The Solution Architecture

I designed a modern DevOps architecture that looks like this (if you've been following my articles recently, you'll know i like this types of diagrams now 😅):

┌─────────────────────────────────────────────────────────────────────────┐
│                           Client Requests                               │
└───────────────────────────────┬─────────────────────────────────────────┘
                                │
                        ┌───────▼───────┐
                        │    Traefik    │
                        │  Reverse Proxy│
                        │   (SSL/TLS)   │
                        └───────┬───────┘
                                │
        ┌───────────────────────┼───────────────────────┐
        │                       │                       │
┌───────▼───────┐       ┌───────▼───────┐       ┌───────▼───────┐
│    Frontend   │       │    Backend    │       │    Adminer    │
│  (React/Nginx)│◄─────►│   (FastAPI)   │◄─────►│  (DB Admin)   │
└───────┬───────┘       └───────┬───────┘       └───────┬───────┘
        │                       │                       │
        │                       │                       │
        │                ┌──────▼───────┐               │
        └───────────────►│  PostgreSQL  │◄──────────────┘
                         │   Database   │
                         └──────┬───────┘
                                │
                         ┌──────▼───────┐
                         │  Monitoring  │
                         │    Stack     │
                         └──────┬───────┘
                                │
    ┌─────────────┬─────────────┼─────────────┬────────────┐
    │             │             │             │            │
┌───▼─────┐   ┌───▼─────┐   ┌───▼───┐    ┌────▼─────┐  ┌───▼──────┐
│cAdvisor │   │Promtail │   │Loki   │    │Prometheus│  │Grafana   │
│Container│   │Logs     │   │Log    │    │Metrics   │  │Dashboards│
│Metrics  │   │Collector│   │Storage│    │Database  │  │& Alerts  │
└─────────┘   └─────────┘   └───────┘    └──────────┘  └──────────┘

Application in Action

Containerization Strategy: Building Efficient Images 🐳

Multi-stage Builds: Optimizing Image Size

So let's look at how I achieved proper containerization.

One of the first challenges I faced was keeping the Docker images small in size and efficient. That's where multi-stage builds came in. Let me show you how I implemented this for both frontend and backend:

Frontend Container

# Build stage
FROM node:18-alpine as build
WORKDIR /app
COPY package*.json ./
RUN npm install
COPY . .
RUN npm run build

# Production stage
FROM nginx:alpine
COPY --from=build /app/dist /usr/share/nginx/html
COPY nginx.conf /etc/nginx/conf.d/default.conf
EXPOSE 80
CMD ["nginx", "-g", "daemon off;"]

Why did I adopt using multi-stage?

• It reduces final image size by excluding build tools.
  For the frontend imagine the image size reducing from a whooping ~590mb with a single-stage build to a 50.1mb image size from the multi-stage build.

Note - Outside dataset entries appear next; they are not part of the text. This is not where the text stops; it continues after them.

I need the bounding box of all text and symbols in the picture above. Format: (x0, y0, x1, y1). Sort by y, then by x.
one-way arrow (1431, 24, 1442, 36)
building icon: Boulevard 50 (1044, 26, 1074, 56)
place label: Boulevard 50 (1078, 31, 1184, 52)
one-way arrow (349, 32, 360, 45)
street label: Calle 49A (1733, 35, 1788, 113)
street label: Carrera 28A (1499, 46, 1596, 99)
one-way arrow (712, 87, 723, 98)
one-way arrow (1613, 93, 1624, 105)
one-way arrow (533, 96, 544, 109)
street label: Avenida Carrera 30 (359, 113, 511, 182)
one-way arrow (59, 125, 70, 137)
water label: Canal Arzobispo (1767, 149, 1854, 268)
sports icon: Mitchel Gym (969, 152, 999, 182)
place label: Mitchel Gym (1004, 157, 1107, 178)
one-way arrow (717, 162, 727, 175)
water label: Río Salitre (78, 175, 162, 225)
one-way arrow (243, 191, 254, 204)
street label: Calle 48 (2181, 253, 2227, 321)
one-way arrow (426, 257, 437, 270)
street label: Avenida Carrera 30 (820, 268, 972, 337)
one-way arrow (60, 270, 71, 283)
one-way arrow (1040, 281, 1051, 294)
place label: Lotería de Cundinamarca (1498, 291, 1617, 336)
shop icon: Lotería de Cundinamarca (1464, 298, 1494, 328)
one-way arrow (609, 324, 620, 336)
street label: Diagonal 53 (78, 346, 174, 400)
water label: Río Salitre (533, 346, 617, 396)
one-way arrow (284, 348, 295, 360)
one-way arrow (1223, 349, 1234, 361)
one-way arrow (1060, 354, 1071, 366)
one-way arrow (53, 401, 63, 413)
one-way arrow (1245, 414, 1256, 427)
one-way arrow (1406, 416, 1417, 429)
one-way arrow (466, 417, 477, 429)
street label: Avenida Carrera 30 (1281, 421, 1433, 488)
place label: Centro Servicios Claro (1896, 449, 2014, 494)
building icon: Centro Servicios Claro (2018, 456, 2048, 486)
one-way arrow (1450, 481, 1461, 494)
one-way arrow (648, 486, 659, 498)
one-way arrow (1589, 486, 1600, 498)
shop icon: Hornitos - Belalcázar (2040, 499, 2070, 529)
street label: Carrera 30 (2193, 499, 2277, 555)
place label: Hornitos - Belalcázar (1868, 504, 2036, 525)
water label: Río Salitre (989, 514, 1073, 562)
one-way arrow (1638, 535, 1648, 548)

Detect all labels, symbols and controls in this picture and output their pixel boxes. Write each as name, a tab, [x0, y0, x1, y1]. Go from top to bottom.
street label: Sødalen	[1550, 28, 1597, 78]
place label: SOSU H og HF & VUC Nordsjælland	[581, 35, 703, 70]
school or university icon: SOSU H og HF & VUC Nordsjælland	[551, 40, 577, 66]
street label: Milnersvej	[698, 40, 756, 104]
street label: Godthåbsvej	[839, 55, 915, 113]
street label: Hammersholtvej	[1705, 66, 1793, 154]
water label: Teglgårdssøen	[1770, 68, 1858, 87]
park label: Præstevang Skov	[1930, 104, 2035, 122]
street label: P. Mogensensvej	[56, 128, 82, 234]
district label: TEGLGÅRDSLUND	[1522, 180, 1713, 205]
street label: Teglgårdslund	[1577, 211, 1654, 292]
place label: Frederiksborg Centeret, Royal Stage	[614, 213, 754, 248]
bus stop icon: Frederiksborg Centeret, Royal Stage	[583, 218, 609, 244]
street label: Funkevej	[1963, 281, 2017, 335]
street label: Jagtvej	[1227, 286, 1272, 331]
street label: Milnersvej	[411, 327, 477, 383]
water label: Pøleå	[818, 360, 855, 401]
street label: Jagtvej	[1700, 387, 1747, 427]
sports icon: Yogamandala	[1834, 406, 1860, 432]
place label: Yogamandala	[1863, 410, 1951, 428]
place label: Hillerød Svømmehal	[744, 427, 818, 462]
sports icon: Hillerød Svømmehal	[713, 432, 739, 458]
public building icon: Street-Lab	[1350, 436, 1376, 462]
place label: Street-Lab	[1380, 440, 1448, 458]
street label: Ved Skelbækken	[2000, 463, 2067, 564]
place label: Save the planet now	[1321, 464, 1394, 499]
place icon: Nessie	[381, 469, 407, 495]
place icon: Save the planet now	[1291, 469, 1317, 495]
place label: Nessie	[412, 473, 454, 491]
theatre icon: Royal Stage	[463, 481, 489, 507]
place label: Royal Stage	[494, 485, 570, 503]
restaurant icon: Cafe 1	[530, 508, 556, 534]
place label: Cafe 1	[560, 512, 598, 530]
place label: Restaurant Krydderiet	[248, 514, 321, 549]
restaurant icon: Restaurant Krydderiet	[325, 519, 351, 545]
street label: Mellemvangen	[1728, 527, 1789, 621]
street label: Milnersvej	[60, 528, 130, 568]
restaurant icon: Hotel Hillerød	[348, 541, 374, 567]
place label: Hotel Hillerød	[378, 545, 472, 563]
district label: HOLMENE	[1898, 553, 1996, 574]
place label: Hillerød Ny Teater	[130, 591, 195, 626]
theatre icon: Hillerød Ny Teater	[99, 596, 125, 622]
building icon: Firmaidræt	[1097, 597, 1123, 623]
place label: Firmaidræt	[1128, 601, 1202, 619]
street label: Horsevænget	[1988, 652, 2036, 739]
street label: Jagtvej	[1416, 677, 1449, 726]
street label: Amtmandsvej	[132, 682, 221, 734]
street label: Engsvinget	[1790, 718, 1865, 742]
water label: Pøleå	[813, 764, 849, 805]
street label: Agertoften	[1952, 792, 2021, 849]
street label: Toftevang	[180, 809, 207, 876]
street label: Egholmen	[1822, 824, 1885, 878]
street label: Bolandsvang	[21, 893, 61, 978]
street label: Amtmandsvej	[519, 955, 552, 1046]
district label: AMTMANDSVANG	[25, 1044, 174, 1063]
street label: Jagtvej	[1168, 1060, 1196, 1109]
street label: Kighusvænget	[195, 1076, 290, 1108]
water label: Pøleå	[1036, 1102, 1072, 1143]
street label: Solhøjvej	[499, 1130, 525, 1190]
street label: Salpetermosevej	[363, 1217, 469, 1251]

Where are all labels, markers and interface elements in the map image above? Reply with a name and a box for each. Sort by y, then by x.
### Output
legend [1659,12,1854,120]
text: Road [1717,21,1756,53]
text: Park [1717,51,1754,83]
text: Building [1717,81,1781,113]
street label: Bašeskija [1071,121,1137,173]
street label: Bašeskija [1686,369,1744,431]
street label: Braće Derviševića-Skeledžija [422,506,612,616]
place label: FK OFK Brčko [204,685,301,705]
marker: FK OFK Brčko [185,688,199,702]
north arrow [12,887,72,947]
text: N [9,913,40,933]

• Using multi-stage also separates build dependencies from runtime dependencies

• Improves security by reducing attack surface

• Makes for faster deployments due to smaller images

Single-stage build...

vs Multi-stage build...

Backend Container

I also applied multi-stage build here:

# Build stage
FROM python:3.11-slim AS builder

WORKDIR /app

# Install only necessary build dependencies
RUN apt-get update && apt-get install -y --no-install-recommends \
    build-essential \
    libpq-dev \
    && rm -rf /var/lib/apt/lists/*

# Install specific version of poetry with export support
RUN pip install --no-cache-dir poetry==1.5.1

# Copy only dependency files first for better caching
COPY pyproject.toml poetry.lock* ./

# Generate requirements.txt - using the correct syntax for poetry export
RUN poetry export --without-hashes --format=requirements.txt > requirements.txt

# Copy the rest of the application
COPY . .

# Production stage
FROM python:3.11-slim
WORKDIR /app

# Install runtime dependencies only
RUN apt-get update && apt-get install -y --no-install-recommends \
    libpq5 \
    && rm -rf /var/lib/apt/lists/*

# Copy requirements and install directly with pip
COPY --from=builder /app/requirements.txt .
RUN pip install --no-cache-dir -r requirements.txt

# Copy application code
COPY --from=builder /app .

# Make startup script executable
RUN chmod +x /app/prestart.sh

# Set correct PYTHONPATH to ensure app imports work properly
ENV PYTHONPATH="${PYTHONPATH}:/app"

EXPOSE 8000
CMD ["bash", "-c", "cd /app && ./prestart.sh && uvicorn app.main:app --host 0.0.0.0 --port 8000"]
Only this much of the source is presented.